▶ _Instructions to follow_: Lines below that include the word "water" should each be copied.

▶ _Given information_:
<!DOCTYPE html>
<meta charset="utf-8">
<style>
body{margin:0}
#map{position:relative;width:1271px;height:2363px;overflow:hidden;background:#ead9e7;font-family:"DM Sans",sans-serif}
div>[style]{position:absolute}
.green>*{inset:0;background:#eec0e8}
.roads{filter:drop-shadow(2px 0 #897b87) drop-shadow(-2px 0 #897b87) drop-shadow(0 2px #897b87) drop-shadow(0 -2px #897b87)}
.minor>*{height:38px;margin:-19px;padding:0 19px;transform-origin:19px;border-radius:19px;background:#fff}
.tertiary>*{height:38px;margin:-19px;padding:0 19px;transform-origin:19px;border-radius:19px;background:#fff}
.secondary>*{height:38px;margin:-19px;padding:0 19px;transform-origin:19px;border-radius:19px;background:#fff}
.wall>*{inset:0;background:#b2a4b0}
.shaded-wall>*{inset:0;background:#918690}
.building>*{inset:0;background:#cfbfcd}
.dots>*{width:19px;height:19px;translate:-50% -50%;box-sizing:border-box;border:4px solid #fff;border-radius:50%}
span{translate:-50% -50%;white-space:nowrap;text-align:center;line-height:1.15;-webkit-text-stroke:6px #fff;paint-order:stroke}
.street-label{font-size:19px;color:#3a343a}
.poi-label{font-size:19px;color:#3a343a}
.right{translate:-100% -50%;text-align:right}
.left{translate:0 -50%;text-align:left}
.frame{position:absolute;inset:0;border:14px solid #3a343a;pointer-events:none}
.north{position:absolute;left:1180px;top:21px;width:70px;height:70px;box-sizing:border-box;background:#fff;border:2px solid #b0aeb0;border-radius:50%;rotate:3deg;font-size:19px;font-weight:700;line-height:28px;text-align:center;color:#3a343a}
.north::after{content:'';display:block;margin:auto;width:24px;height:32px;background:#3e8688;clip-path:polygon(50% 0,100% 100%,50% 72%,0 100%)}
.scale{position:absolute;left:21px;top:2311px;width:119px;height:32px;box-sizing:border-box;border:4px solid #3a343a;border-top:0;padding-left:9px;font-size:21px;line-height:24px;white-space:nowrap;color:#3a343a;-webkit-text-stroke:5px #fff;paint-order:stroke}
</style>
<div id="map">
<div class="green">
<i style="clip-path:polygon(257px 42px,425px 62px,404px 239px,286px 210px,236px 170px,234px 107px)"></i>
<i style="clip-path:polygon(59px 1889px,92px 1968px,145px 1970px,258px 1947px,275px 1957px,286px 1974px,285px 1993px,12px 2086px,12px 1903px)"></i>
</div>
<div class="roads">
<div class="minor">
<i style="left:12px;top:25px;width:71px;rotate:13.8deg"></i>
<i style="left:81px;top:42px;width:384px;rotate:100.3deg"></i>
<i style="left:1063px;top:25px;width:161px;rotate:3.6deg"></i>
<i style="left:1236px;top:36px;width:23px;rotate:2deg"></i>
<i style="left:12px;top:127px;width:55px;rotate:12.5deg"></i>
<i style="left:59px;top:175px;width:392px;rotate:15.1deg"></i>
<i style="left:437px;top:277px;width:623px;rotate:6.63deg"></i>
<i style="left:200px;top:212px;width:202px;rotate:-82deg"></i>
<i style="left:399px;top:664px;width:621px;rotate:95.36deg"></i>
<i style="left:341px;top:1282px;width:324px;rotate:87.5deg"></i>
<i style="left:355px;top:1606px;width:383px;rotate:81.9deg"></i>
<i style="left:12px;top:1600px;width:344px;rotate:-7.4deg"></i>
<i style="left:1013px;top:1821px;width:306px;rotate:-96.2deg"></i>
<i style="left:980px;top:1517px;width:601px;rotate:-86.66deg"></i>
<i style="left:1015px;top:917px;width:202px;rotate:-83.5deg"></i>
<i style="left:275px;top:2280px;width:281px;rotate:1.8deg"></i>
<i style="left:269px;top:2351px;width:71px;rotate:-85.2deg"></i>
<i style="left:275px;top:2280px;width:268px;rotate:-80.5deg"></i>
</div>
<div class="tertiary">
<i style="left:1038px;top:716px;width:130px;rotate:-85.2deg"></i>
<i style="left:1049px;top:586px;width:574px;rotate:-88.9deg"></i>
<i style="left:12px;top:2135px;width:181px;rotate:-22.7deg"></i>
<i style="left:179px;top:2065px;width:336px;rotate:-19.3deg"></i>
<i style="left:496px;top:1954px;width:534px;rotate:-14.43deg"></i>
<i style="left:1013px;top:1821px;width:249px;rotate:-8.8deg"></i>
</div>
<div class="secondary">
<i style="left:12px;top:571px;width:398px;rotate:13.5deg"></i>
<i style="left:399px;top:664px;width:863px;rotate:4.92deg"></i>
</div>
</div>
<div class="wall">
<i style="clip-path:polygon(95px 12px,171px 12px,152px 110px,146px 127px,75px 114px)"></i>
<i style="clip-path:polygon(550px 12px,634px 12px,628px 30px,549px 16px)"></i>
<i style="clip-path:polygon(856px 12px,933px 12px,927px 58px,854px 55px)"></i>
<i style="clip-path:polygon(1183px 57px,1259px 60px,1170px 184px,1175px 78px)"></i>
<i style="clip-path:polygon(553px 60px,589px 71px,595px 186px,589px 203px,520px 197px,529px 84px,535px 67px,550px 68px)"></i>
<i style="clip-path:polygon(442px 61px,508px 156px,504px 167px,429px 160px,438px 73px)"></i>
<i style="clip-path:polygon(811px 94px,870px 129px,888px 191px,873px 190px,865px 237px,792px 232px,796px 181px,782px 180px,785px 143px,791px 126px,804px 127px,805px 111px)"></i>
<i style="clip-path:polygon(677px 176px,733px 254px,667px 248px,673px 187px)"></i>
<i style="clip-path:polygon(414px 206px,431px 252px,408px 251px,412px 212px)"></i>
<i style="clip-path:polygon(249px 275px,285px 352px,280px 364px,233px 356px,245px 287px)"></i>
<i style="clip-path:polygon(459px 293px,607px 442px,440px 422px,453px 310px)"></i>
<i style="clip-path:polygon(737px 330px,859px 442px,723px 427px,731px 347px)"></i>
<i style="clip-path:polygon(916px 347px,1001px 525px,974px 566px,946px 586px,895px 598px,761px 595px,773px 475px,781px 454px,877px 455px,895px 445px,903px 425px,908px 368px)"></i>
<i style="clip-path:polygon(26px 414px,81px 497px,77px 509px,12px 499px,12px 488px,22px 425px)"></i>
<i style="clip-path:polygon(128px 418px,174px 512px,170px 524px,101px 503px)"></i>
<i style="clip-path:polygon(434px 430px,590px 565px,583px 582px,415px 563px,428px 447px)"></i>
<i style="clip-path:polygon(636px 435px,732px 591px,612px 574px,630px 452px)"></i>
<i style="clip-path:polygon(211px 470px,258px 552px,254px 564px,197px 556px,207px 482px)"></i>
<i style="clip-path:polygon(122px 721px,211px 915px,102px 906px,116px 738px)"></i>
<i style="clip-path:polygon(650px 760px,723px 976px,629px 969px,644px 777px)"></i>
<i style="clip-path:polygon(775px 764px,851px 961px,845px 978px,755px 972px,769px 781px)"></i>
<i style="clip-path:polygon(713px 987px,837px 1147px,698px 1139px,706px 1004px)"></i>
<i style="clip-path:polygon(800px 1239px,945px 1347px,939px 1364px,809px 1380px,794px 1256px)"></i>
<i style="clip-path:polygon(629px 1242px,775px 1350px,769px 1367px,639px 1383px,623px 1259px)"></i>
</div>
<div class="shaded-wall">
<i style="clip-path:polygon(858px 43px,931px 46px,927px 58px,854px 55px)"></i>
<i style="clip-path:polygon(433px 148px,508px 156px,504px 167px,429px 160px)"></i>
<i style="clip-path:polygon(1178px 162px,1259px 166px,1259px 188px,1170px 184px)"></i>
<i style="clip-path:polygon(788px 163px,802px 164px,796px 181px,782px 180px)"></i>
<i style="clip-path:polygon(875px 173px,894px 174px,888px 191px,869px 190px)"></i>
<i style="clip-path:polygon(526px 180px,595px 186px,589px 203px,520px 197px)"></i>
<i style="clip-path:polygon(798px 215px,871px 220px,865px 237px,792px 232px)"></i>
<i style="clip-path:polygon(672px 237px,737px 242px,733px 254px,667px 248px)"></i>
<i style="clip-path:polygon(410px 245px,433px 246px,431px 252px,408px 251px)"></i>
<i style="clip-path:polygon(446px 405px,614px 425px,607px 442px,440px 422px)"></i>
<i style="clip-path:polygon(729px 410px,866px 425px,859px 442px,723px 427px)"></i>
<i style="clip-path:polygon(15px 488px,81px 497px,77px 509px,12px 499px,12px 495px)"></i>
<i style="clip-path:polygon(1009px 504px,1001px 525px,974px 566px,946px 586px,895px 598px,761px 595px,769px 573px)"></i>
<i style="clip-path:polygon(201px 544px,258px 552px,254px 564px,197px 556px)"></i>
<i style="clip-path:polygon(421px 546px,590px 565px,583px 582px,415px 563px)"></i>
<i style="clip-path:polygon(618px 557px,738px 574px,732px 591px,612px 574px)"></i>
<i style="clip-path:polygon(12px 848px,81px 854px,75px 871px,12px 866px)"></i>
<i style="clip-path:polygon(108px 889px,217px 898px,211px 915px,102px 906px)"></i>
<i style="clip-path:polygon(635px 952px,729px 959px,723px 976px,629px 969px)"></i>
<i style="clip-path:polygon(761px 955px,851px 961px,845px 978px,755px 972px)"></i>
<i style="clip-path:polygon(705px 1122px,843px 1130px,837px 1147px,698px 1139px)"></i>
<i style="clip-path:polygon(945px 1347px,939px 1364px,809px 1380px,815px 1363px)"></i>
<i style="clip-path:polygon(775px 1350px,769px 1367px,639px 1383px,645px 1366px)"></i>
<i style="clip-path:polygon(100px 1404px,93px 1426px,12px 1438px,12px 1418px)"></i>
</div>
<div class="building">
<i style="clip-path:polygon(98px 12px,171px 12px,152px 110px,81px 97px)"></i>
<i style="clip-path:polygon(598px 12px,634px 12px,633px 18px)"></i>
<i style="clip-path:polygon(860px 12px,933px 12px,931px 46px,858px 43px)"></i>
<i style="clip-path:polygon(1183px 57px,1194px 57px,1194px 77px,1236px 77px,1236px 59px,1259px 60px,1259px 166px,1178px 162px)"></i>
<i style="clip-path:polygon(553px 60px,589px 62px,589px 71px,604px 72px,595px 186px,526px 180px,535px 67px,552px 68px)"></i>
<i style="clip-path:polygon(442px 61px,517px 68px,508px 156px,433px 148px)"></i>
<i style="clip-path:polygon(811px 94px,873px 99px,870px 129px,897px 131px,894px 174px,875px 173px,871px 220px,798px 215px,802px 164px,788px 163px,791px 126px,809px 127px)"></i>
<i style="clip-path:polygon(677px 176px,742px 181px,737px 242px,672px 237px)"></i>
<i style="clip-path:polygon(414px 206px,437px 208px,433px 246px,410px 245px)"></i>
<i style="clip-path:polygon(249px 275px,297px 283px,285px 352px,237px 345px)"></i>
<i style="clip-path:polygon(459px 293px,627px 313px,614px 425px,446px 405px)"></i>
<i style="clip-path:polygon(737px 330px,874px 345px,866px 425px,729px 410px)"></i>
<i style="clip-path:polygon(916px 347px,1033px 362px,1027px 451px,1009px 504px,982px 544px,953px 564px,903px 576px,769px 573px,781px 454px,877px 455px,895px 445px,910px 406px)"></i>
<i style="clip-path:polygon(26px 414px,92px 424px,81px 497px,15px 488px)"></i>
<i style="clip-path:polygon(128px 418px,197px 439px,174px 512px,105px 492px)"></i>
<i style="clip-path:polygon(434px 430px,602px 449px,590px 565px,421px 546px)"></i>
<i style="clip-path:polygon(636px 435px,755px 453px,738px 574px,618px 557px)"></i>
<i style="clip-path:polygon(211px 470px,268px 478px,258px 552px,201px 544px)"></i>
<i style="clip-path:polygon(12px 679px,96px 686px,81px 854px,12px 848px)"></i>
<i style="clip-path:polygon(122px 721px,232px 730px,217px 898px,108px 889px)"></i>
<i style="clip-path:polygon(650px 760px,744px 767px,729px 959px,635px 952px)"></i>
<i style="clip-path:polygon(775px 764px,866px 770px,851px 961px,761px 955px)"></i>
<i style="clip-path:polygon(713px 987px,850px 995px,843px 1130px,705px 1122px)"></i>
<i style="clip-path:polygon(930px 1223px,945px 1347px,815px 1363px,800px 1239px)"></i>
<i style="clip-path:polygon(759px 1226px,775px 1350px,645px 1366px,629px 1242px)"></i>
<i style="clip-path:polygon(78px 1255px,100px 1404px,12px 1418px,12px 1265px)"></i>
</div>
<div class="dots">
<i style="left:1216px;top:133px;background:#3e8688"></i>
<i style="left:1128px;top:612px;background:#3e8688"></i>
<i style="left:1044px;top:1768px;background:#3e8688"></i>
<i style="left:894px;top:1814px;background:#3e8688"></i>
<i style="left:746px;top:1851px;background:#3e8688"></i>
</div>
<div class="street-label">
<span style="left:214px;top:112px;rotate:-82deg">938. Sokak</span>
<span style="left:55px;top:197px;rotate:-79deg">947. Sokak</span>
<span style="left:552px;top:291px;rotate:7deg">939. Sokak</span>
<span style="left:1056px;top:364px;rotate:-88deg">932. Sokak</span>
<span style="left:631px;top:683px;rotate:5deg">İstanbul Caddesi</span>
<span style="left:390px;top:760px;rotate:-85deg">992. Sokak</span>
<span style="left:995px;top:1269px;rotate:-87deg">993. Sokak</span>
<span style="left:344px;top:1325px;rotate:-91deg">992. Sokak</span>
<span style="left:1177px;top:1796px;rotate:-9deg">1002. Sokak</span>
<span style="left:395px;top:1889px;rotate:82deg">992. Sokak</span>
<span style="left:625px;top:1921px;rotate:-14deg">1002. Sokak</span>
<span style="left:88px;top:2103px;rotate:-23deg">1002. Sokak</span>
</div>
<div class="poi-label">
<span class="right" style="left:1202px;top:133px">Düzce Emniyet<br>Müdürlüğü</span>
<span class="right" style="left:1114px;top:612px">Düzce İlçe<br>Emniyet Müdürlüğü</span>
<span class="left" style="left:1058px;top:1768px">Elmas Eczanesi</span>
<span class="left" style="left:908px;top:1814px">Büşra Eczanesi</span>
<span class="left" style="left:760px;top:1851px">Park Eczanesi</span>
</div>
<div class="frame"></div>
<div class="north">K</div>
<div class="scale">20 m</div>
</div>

* * *

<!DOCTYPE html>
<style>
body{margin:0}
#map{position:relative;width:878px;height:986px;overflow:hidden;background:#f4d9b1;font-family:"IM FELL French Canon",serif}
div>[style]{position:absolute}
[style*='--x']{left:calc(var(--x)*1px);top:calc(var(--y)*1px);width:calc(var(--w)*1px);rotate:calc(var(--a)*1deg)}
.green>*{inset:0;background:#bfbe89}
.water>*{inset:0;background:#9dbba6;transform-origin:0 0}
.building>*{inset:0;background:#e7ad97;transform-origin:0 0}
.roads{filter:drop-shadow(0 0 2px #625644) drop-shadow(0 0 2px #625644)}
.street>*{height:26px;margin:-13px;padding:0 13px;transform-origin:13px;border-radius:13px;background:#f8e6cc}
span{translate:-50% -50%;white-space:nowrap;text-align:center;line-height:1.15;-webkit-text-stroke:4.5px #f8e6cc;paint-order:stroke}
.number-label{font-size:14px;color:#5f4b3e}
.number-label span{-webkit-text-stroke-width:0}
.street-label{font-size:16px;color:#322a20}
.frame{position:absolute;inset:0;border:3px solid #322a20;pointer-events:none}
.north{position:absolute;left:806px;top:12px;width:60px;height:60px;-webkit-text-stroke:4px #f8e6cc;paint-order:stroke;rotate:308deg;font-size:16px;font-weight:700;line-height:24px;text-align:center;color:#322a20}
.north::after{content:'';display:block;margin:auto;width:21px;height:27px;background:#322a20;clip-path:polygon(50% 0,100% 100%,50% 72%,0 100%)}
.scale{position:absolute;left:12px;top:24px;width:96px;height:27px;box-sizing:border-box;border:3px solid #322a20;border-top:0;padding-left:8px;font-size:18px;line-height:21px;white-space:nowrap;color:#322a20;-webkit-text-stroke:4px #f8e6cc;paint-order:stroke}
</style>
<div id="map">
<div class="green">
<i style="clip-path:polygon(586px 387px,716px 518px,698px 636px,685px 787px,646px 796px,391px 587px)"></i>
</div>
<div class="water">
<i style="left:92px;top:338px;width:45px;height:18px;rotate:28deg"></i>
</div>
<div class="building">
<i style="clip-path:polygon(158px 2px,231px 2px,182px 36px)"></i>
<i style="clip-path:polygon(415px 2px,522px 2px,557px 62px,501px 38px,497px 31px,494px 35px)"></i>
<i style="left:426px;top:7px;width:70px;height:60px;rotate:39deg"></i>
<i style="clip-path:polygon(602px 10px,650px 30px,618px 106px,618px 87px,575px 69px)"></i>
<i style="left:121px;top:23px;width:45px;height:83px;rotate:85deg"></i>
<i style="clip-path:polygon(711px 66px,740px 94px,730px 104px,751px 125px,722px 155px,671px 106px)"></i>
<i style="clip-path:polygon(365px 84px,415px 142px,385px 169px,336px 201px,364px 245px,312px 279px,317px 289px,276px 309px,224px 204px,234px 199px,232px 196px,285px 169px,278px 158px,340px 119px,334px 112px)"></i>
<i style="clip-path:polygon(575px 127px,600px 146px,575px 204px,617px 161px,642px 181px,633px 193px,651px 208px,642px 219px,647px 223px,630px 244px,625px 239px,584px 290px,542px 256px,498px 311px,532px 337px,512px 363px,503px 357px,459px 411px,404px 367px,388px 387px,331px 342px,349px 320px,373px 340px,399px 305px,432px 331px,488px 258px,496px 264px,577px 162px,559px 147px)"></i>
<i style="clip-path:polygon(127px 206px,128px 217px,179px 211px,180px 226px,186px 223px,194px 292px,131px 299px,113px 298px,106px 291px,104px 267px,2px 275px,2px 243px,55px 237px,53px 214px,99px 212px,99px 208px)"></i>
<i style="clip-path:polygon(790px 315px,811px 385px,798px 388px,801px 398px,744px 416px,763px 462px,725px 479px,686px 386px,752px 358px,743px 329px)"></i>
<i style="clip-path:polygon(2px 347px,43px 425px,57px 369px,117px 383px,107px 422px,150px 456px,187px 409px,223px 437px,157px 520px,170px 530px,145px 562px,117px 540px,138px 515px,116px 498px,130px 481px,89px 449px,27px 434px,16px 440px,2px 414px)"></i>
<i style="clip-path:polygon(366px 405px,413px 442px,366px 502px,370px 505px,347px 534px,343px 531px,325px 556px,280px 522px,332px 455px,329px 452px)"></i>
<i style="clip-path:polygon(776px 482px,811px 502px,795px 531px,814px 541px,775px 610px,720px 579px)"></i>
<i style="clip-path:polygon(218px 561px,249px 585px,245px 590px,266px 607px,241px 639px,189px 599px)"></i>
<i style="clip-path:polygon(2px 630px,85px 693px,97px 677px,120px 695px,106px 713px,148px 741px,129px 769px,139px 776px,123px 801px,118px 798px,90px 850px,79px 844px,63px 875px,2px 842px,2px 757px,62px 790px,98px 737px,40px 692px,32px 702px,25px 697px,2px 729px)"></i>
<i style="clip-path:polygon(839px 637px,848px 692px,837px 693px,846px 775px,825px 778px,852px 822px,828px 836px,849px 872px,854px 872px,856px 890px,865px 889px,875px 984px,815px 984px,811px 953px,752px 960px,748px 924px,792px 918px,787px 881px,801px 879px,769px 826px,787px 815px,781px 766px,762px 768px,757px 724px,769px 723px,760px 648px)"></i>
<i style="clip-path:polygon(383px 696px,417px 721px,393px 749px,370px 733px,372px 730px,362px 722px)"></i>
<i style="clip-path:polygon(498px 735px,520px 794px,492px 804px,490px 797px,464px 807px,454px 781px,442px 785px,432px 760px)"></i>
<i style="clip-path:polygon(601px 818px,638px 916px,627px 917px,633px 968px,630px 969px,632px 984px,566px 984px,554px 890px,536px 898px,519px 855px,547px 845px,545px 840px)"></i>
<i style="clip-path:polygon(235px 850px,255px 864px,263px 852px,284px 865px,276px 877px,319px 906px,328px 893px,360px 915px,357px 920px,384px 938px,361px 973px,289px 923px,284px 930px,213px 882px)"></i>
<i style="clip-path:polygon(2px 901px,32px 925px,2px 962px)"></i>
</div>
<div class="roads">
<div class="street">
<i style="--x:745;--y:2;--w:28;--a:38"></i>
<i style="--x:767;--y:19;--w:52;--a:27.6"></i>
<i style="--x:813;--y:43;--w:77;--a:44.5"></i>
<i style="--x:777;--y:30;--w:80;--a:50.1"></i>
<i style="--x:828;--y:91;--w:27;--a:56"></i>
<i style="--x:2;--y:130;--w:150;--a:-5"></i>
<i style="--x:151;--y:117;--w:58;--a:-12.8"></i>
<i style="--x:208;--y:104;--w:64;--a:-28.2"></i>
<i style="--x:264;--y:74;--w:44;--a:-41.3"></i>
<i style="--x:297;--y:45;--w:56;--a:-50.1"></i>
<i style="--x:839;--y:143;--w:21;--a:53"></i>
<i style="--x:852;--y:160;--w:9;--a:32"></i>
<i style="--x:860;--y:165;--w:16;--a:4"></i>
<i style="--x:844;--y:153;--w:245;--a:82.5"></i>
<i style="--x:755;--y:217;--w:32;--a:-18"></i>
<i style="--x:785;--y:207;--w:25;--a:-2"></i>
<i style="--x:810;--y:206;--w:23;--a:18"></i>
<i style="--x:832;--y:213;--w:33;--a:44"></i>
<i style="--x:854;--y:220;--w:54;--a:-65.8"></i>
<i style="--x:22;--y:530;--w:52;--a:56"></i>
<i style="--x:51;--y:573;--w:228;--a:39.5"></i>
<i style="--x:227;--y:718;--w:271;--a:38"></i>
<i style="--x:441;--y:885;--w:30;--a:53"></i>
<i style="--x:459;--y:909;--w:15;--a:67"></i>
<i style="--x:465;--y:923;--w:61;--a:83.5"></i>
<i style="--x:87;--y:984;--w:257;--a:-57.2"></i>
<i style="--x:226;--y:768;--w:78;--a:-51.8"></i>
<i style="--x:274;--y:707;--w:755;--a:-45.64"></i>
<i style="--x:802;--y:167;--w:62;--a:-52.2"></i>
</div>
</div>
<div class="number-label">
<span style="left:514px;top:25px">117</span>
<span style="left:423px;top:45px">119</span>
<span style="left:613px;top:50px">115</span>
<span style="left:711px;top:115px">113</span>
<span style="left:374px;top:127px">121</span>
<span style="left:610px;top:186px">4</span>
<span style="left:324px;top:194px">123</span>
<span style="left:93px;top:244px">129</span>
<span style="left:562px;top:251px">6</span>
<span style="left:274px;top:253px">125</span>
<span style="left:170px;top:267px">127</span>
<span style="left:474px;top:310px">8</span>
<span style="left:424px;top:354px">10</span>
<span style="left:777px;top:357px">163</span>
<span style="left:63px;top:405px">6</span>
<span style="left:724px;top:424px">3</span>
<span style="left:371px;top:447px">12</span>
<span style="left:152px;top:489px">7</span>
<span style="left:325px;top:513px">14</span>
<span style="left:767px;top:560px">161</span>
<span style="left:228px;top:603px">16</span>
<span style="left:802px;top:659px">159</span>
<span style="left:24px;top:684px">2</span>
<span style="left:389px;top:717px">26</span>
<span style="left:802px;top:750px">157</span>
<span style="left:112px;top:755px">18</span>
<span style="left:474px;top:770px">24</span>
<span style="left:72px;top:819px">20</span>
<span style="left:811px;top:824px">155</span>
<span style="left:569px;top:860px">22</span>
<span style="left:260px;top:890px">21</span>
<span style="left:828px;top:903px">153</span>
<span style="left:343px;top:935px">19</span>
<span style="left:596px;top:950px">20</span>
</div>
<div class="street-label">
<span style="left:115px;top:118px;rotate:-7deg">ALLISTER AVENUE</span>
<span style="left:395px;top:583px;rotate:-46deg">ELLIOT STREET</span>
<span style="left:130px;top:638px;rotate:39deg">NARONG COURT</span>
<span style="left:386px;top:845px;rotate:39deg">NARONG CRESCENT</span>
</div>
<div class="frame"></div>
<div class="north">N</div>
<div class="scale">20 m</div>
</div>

▶ _Exercise result_:
.water>*{inset:0;background:#9dbba6;transform-origin:0 0}
<div class="water">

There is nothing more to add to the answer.